TRUST THE PEOPLE
So it is
election time. Someone threw a flyer over our gate. His priorities are water,
roads and refuse collection. Nothing very revolutionary there. Basic needs. But
basic needs not yet met. After all these years. Is the candidate ‘blowing in
the wind’? Is there any prospect of these basic things being done? Are we just
ritually marking up one more election? We go through the motions but nothing
changes. The focus of the world will be briefly on us. Then they will move away
to something else.
What we
yearn for, year after year, is subsidiarity. Long ago (in 1931) it was defined
by Pius XI as a principle by which every unit in the nation – family, local
council, district, province and central government – performs the tasks which
it can do at its own level. ‘The true aim of all social activity should be to
help individual members of the social body, but never to destroy or absorb them.’

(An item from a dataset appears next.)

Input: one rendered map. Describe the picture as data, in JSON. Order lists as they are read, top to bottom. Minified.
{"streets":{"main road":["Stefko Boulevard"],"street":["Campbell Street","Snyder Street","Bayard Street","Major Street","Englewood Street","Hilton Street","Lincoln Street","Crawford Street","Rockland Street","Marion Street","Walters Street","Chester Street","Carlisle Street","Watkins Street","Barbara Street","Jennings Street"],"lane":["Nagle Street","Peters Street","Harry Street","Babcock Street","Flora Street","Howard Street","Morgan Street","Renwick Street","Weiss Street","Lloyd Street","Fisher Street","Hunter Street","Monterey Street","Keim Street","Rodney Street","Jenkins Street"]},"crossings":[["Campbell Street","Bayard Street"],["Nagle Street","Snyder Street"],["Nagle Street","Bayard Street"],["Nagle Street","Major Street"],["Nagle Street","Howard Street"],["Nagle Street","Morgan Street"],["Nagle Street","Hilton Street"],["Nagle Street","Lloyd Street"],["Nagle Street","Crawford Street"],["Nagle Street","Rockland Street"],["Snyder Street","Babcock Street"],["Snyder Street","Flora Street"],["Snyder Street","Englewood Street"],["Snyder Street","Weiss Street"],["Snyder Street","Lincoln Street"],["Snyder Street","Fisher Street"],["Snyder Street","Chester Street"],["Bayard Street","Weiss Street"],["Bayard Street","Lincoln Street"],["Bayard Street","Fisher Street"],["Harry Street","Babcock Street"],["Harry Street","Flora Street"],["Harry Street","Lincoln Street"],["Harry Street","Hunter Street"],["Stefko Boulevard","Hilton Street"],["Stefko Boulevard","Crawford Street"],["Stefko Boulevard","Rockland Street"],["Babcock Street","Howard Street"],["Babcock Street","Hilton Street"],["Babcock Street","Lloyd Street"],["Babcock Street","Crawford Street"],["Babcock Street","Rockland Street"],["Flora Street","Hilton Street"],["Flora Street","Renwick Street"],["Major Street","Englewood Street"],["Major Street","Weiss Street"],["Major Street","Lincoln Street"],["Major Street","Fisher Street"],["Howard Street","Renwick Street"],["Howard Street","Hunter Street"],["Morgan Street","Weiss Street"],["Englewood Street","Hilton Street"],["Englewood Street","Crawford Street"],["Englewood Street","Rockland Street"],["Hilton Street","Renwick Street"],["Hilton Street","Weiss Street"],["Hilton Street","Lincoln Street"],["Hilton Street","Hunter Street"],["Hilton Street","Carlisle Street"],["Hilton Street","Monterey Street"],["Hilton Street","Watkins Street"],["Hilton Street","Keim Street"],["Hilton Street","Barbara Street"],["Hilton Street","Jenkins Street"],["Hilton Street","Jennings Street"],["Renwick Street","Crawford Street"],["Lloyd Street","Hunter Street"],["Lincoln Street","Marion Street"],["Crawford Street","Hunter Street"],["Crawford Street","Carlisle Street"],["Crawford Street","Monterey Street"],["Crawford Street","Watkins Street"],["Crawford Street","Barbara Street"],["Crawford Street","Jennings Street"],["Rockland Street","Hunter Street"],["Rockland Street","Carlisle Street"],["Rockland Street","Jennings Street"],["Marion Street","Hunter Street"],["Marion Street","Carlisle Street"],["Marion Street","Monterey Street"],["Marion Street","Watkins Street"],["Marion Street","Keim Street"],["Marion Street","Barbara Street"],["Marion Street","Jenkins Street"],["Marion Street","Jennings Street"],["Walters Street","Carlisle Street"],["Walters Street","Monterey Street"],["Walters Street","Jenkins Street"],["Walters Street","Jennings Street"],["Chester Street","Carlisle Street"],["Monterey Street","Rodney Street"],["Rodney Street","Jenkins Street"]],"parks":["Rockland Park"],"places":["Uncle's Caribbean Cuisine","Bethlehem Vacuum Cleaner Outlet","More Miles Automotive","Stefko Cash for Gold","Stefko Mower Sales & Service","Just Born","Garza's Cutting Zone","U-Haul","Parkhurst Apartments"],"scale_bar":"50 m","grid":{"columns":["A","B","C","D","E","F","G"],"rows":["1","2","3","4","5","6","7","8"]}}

In other words, no higher body in the state should take to itself powers which
lower bodies can do.
Paul VI
commented: ‘To take politics seriously at its different levels – local,
regional, national and worldwide - is to affirm the duty of every person to
recognise the concrete reality and the value of freedom of choice that is
offered to them to seek to bring about both the good of the city and of the
nation and of all people. Politics are a demanding manner – but not the only
one – of living the Christian commitment to the service of others.’
So there we
have it. There are jobs to be done - providing water, mending roads, collecting
rubbish – and no shortage of people willing to work. But no one, at the local
level, to say nothing of the national level, is able to exercise their freedom
to organise and carry out these works. So they are not done. Our social fabric
is gridlocked, paralysed. And we are faced with five more years of inaction
while the people languish in poverty and frustration.
It would
surely be a simple matter to allow people to develop their social and economic
activity at the level where they are able to do it. But there seems to be a
terrible fear that if the people organise themselves on the local level – and
succeed – it will somehow reflect badly on those at a higher level. And yet is
it not obvious that if people succeed at the local level, it will redound
positively on those at a high level? Parents take delight in the achievements
of their children.
Do the
people in the higher levels trust the ordinary people?